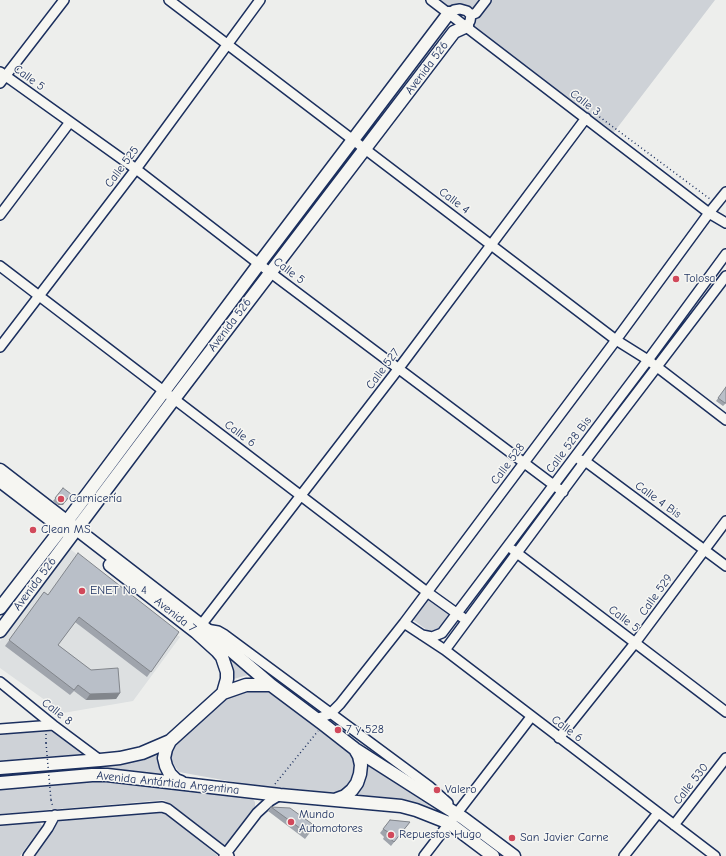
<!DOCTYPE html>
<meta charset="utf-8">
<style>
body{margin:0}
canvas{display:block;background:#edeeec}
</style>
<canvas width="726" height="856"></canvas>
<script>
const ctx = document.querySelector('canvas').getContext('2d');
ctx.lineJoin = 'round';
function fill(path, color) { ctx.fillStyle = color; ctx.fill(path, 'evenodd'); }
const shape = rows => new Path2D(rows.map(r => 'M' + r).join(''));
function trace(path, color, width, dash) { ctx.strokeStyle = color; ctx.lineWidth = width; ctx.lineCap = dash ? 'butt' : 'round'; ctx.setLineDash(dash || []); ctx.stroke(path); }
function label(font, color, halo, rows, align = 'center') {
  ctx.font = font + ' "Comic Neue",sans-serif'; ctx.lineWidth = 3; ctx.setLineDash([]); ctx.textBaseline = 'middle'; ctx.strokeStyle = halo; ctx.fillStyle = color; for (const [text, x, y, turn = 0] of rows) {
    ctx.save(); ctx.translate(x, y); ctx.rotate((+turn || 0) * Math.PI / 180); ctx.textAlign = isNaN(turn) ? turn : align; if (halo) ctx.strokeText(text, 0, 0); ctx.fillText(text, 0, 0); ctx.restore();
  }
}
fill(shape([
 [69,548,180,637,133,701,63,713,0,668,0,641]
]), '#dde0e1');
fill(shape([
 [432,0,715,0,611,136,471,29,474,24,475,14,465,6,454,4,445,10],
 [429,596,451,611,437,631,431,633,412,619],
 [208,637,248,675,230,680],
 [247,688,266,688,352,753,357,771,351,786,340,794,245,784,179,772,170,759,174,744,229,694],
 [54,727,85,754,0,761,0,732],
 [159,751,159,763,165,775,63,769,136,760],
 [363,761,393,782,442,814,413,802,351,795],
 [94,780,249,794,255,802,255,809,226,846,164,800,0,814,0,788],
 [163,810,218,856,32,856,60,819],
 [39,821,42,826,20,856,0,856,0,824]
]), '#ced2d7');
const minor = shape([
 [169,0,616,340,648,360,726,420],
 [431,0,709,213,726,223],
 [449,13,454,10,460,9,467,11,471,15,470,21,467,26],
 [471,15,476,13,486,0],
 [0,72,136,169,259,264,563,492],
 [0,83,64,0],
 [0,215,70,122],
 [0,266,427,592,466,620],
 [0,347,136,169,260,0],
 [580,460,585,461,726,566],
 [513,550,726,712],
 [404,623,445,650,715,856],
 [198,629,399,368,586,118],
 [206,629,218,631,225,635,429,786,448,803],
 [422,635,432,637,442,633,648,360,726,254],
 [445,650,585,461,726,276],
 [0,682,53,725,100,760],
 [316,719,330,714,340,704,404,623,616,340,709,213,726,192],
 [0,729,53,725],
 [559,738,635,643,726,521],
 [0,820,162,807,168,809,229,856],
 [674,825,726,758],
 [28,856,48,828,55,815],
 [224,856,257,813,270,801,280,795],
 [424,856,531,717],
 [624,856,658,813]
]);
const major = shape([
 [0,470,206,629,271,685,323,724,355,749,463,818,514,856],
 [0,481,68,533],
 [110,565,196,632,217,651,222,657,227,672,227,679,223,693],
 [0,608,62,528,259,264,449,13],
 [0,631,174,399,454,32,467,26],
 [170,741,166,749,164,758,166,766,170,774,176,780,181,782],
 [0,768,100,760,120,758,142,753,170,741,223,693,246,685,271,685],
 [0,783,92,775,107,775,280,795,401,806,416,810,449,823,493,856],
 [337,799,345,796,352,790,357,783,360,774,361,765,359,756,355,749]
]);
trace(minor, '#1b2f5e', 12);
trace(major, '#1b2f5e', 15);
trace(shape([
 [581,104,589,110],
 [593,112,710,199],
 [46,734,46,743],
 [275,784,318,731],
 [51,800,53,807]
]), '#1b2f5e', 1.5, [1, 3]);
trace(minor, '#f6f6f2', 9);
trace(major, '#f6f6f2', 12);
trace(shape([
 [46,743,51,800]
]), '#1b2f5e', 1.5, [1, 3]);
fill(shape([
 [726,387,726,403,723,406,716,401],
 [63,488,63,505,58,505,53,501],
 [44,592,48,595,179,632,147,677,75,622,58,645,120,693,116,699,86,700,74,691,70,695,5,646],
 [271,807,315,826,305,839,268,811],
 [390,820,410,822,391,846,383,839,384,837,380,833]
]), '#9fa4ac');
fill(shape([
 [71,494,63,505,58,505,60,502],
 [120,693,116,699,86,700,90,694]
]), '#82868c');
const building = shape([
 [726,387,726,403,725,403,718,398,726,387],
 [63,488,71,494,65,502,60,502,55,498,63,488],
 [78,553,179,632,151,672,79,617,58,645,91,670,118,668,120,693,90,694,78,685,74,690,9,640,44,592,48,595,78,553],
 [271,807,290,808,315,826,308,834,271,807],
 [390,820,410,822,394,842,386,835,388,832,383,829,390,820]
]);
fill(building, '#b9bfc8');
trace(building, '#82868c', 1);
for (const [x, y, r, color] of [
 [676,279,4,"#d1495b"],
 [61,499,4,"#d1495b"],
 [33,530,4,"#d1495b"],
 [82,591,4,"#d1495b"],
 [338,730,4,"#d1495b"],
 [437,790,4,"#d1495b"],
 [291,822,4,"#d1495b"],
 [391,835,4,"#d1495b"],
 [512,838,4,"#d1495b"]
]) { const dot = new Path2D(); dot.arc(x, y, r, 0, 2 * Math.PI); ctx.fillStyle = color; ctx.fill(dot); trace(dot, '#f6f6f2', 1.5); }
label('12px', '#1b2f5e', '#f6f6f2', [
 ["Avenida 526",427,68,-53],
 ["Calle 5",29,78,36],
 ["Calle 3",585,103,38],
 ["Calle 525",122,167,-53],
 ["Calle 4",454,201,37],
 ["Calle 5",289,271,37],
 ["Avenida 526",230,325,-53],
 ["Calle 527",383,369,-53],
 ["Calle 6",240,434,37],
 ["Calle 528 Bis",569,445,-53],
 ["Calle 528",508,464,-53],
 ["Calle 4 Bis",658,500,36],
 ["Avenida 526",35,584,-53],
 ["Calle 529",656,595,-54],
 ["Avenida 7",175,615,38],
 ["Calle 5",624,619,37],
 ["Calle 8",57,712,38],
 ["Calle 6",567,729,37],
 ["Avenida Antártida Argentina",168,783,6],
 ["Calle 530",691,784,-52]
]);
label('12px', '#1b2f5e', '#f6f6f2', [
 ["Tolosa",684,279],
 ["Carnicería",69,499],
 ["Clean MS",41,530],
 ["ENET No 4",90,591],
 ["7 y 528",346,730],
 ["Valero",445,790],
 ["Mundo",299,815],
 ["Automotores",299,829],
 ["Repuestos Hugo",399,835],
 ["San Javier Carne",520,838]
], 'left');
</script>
⁂
▶ _PROBLEM DESCRIPTION_
What you copy out must be exactly the lines from the line containing "for (const [x, y, r, color]" through the end of the records.

▶ _OUTPUT FOR THIS EXERCISE_
for (const [x, y, r, color] of [
 [676,279,4,"#d1495b"],
 [61,499,4,"#d1495b"],
 [33,530,4,"#d1495b"],
 [82,591,4,"#d1495b"],
 [338,730,4,"#d1495b"],
 [437,790,4,"#d1495b"],
 [291,822,4,"#d1495b"],
 [391,835,4,"#d1495b"],
 [512,838,4,"#d1495b"]
]) { const dot = new Path2D(); dot.arc(x, y, r, 0, 2 * Math.PI); ctx.fillStyle = color; ctx.fill(dot); trace(dot, '#f6f6f2', 1.5); }
label('12px', '#1b2f5e', '#f6f6f2', [
 ["Avenida 526",427,68,-53],
 ["Calle 5",29,78,36],
 ["Calle 3",585,103,38],
 ["Calle 525",122,167,-53],
 ["Calle 4",454,201,37],
 ["Calle 5",289,271,37],
 ["Avenida 526",230,325,-53],
 ["Calle 527",383,369,-53],
 ["Calle 6",240,434,37],
 ["Calle 528 Bis",569,445,-53],
 ["Calle 528",508,464,-53],
 ["Calle 4 Bis",658,500,36],
 ["Avenida 526",35,584,-53],
 ["Calle 529",656,595,-54],
 ["Avenida 7",175,615,38],
 ["Calle 5",624,619,37],
 ["Calle 8",57,712,38],
 ["Calle 6",567,729,37],
 ["Avenida Antártida Argentina",168,783,6],
 ["Calle 530",691,784,-52]
]);
label('12px', '#1b2f5e', '#f6f6f2', [
 ["Tolosa",684,279],
 ["Carnicería",69,499],
 ["Clean MS",41,530],
 ["ENET No 4",90,591],
 ["7 y 528",346,730],
 ["Valero",445,790],
 ["Mundo",299,815],
 ["Automotores",299,829],
 ["Repuestos Hugo",399,835],
 ["San Javier Carne",520,838]
], 'left');
</script>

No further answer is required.